--- RECORD EXCERPTS Enclosed Below ---

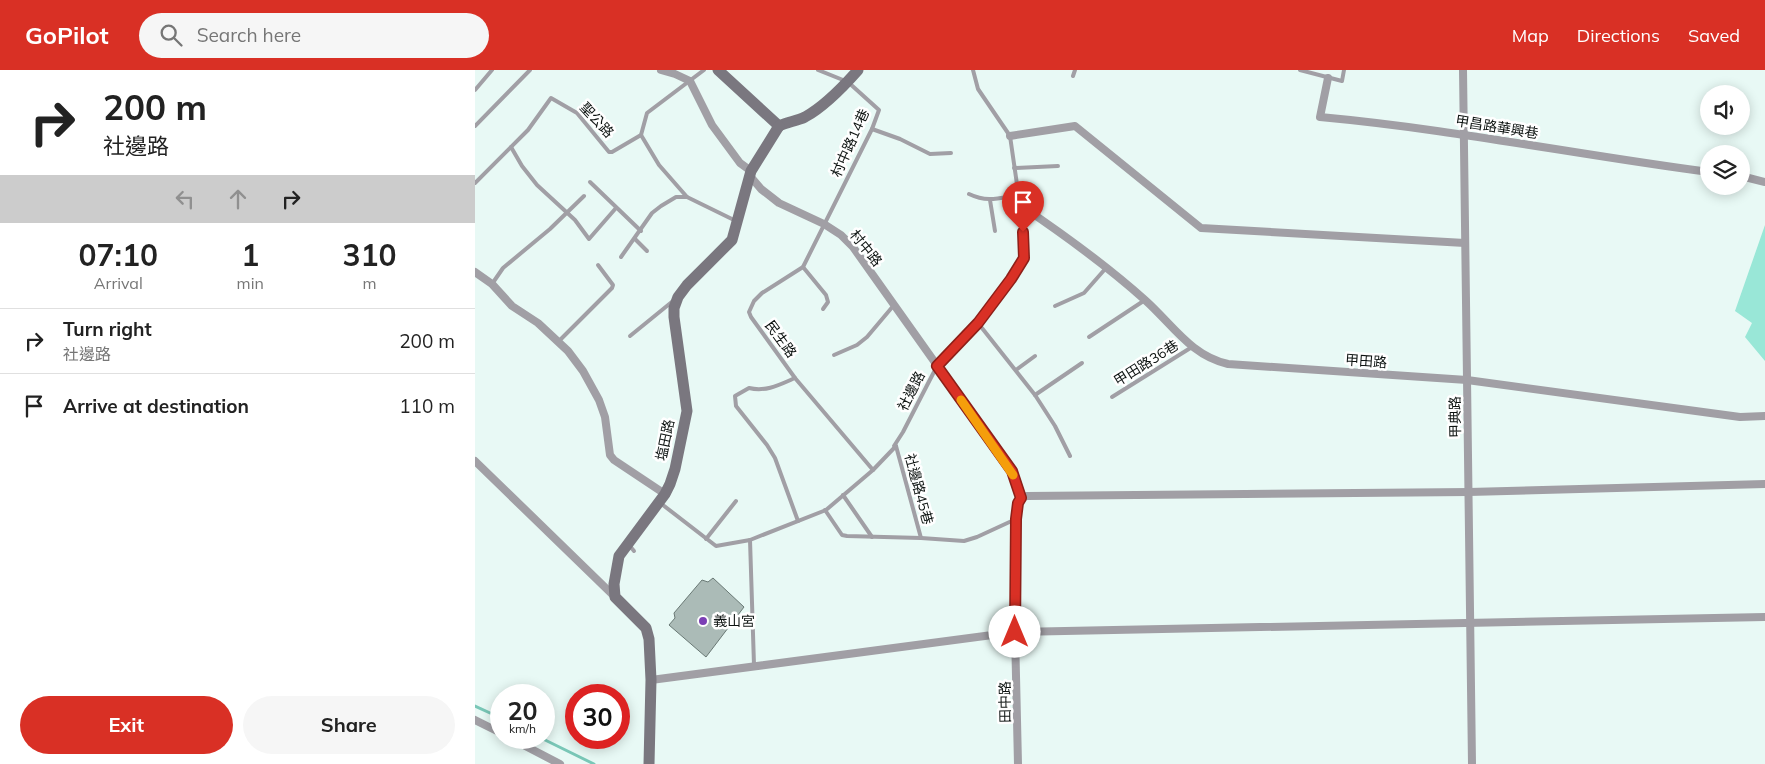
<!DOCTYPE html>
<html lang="en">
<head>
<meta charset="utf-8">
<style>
  :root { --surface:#fff; --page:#f6f6f6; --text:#222; --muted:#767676; --line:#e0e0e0; --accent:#d93025 }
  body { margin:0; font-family:Mulish,"Noto Sans TC",sans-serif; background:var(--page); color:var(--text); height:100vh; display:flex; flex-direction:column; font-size:19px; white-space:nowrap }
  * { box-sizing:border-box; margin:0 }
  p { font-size:16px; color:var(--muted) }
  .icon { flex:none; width:28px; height:28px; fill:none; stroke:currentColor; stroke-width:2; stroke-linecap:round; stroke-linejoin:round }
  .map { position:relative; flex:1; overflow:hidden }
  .details { display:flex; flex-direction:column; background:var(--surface); width:475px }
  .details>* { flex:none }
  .banner { background:#fff; color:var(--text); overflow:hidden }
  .tools { position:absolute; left:1225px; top:15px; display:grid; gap:10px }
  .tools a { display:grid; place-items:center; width:50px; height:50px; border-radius:50%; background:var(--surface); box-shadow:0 2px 12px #0003; font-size:25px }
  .speed { position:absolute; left:15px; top:614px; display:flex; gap:10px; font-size:25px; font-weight:700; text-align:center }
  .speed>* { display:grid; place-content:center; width:65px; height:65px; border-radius:50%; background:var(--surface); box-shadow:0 2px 12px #0003; line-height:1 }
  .speed small { font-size:12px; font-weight:400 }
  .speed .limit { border:8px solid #d22; background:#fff; color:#111 }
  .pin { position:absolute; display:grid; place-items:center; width:42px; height:42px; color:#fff; margin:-51px -21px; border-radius:50% 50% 50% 0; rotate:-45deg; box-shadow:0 0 5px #0007 }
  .pin .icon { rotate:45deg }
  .me { position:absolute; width:55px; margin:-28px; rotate:0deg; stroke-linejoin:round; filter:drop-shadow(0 0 4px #0008) }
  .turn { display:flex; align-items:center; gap:18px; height:105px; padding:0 20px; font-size:22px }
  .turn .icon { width:65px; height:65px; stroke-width:2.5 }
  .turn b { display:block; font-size:35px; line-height:42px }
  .lanes { display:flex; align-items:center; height:48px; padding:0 20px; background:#0003; justify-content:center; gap:25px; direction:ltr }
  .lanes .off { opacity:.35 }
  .eta { display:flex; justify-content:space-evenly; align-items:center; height:85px; text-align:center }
  .eta b { font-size:30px; font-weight:700; line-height:35px }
  .primary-button { display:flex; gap:10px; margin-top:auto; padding:10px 20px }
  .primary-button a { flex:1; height:58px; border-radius:30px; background:var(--accent); color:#fff; font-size:20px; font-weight:700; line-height:58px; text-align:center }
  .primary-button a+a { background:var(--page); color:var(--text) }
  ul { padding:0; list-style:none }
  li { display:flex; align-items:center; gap:15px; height:65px; padding:0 20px; border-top:1px solid var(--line) }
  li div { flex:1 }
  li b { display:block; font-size:19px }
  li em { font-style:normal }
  header { display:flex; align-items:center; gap:30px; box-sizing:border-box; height:70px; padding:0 25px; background:var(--accent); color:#fff }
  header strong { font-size:24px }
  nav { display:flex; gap:28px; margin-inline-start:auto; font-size:18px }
  .search { width:350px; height:45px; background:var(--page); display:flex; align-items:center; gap:12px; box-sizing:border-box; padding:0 18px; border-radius:28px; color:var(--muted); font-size:19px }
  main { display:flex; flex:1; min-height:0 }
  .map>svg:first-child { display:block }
</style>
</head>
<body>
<header>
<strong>GoPilot</strong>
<div class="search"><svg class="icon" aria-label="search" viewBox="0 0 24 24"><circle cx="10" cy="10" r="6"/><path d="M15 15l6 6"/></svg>Search here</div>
<nav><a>Map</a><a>Directions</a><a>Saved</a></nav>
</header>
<main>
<section class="details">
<div class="banner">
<div class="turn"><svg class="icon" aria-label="right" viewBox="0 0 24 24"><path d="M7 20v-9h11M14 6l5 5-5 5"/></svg><div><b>200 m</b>社邊路</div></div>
<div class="lanes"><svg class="icon off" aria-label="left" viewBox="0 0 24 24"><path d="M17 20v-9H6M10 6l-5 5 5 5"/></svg><svg class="icon off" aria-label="ahead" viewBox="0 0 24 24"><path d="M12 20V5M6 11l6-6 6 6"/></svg><svg class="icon" aria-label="right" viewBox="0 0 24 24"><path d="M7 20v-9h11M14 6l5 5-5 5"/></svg></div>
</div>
<div class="eta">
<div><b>07:10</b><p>Arrival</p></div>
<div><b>1</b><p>min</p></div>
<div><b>310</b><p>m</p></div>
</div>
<ul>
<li><svg class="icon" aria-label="right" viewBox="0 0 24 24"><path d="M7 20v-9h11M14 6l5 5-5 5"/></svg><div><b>Turn right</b><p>社邊路</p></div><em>200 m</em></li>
<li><svg class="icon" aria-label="arrive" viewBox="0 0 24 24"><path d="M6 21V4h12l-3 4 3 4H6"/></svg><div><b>Arrive at destination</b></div><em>110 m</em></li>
</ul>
<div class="primary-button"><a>Exit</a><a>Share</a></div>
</section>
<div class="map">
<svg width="1290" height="694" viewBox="0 0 1290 694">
  <rect width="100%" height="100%" fill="#e8f9f5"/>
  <path fill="#99e7d7" d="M1290,155V291L1270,267L1277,253L1260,241Z"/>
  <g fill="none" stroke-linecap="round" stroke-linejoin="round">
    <g stroke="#79c7b7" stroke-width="3">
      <path d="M0,636L26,648"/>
      <path d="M66,668L119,694"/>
    </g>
  </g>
  <path fill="#abbbb7" stroke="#6a7975" d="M238,508L269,537L231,587L194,555L200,548L199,543L227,510L233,512Z"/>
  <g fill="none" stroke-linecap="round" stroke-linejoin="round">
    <g stroke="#a19fa5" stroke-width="4">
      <path d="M343,0L373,12L404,40L397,59L328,197L287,223L279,231L274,242L276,247L320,308L398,400"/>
      <path d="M825,0L867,11L869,0"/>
      <path d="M598,6L600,0"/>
      <path d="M0,20L17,0"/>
      <path d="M0,56L55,0"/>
      <path d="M397,59L425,69L455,84L476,83"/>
      <path d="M166,65L184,95L212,127"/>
      <path d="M36,77L47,96L62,115L100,150L114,169L141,138"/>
      <path d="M539,98L583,96"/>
      <path d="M115,112L166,161"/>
      <path d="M0,113L53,60L76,28L102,43L134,82H137L166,65L172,43L229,0"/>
      <path d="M494,124C513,133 524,128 543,125"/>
      <path d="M515,130L520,161"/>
      <path d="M160,169L172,181"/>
      <path d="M146,187L177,143L186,136L201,127H212L261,151"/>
      <path d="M328,197L351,225L353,232L348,239"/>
      <path d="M17,214L28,198L75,159L109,126"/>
      <path d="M580,236L609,223L631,198"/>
      <path d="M503,253L560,325L580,356L595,386"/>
      <path d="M155,266L198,231"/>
      <path d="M614,267L670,230"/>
      <path d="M84,271L137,218L138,215L123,195"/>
      <path d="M359,285L382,275L392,267L419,235"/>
      <path d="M541,300L560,286"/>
      <path d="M320,308C304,315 291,322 274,318L260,326L261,336L292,375L300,388L323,451"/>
      <path d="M560,325L607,293"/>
      <path d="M637,327L717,277"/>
      <path d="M421,376L446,468"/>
      <path d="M368,425L397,467"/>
      <path d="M184,432L241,476L275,470L351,440L398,400L421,376H419L428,362L462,296L503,253L536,209L549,187V176L545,135L535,66L503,19L498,0"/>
      <path d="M350,440L367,465L372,466L446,468L489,471L502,467L541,449"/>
      <path d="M231,469L261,431"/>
      <path d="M275,470L279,595"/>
      <path d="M154,475L159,481"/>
    </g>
    <g stroke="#a19fa5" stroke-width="8">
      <path d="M186,0L200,4L215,11L237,55L265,93L276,101"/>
      <path d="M988,0L997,694"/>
      <path d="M853,8L845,47C976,59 1104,85 1234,102"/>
      <path d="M535,66L600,56L726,158L990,173"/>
      <path d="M275,106L286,119L304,133L349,154L366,165L378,177L537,401L546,428L543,433L541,449L540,562L543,694"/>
      <path d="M1266,106L1290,112"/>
      <path d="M545,135C588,164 631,195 670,230C697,254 716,286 753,294L992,310L1265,347L1290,346"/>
      <path d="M0,202L17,214L37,236L63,253L93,281L108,301L124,330L130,347L135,385L139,390L190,424"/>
      <path d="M0,391L140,527"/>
      <path d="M546,428L552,426L994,422L1290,414"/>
      <path d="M176,610L540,562L1290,547"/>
      <path d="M0,650L26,663"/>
      <path d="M35,668L85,694"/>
    </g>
    <g stroke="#7a777f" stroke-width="11">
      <path d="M243,0L304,56"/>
      <path d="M304,56C312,52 322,51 330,47C350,36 368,17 383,0"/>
      <path d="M174,694L176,610L174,569L171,558L140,527L139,514L144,486L190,424L195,414L200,399L212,341L199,247V238L203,227L212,215L257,170L276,101L304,56"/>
    </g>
  </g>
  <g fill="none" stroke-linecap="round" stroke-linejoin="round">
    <g stroke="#8d1f18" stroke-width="12">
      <path id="route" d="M540,562L541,449L543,433L546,428L537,401L462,296L503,253L536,209L549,188L548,162"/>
    </g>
    <use href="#route" stroke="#d93025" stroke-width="9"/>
    <path stroke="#f59e0b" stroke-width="9" d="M486,330L538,405"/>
  </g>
  <circle fill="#7b3fb5" stroke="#fff" stroke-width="2" cx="228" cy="551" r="5"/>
  <g text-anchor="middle" stroke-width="5" stroke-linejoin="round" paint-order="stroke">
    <g font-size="14" fill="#0e1412" stroke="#fff">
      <text transform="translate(122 50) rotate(47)" y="5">聖公路</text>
      <text transform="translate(1022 57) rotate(9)" y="5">甲昌路華興巷</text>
      <text transform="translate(375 73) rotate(-66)" y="5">村中路14巷</text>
      <text transform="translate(391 178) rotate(51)" y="5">村中路</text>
      <text transform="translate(306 269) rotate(54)" y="5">民生路</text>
      <text transform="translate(891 291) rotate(4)" y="5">甲田路</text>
      <text transform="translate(671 293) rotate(-32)" y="5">甲田路36巷</text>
      <text transform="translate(436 321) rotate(-63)" y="5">社邊路</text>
      <text transform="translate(980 347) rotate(-91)" y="5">甲典路</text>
      <text transform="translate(190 370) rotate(-78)" y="5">塩田路</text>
      <text transform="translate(444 419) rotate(75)" y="5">社邊路45巷</text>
      <text transform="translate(530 632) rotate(-91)" y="5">田中路</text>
    </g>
    <g font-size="14" fill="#0e1412" stroke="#fff" text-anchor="start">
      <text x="238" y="556">義山宮</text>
    </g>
  </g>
</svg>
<div class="tools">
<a><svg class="icon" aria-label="sound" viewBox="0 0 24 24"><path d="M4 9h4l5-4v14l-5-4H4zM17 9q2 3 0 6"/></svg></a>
<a><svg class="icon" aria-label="layers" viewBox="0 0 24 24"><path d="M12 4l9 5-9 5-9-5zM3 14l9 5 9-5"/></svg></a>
</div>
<div class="speed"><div>20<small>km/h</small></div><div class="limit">30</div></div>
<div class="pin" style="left:548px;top:162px;background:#d93025"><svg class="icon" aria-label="arrive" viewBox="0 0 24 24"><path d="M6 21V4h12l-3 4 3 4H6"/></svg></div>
<svg class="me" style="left:540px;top:562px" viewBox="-20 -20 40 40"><circle r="19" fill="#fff"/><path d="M0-13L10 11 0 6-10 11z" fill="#d93025"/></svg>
</div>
</main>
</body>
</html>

--- End of Enclosed RECORD EXCERPTS ---

WORK TO BE COMPLETED:
The answer must consist of every line from the data that contains the word "details".

FINISHED TASK:
  .details { display:flex; flex-direction:column; background:var(--surface); width:475px }
  .details>* { flex:none }
<section class="details">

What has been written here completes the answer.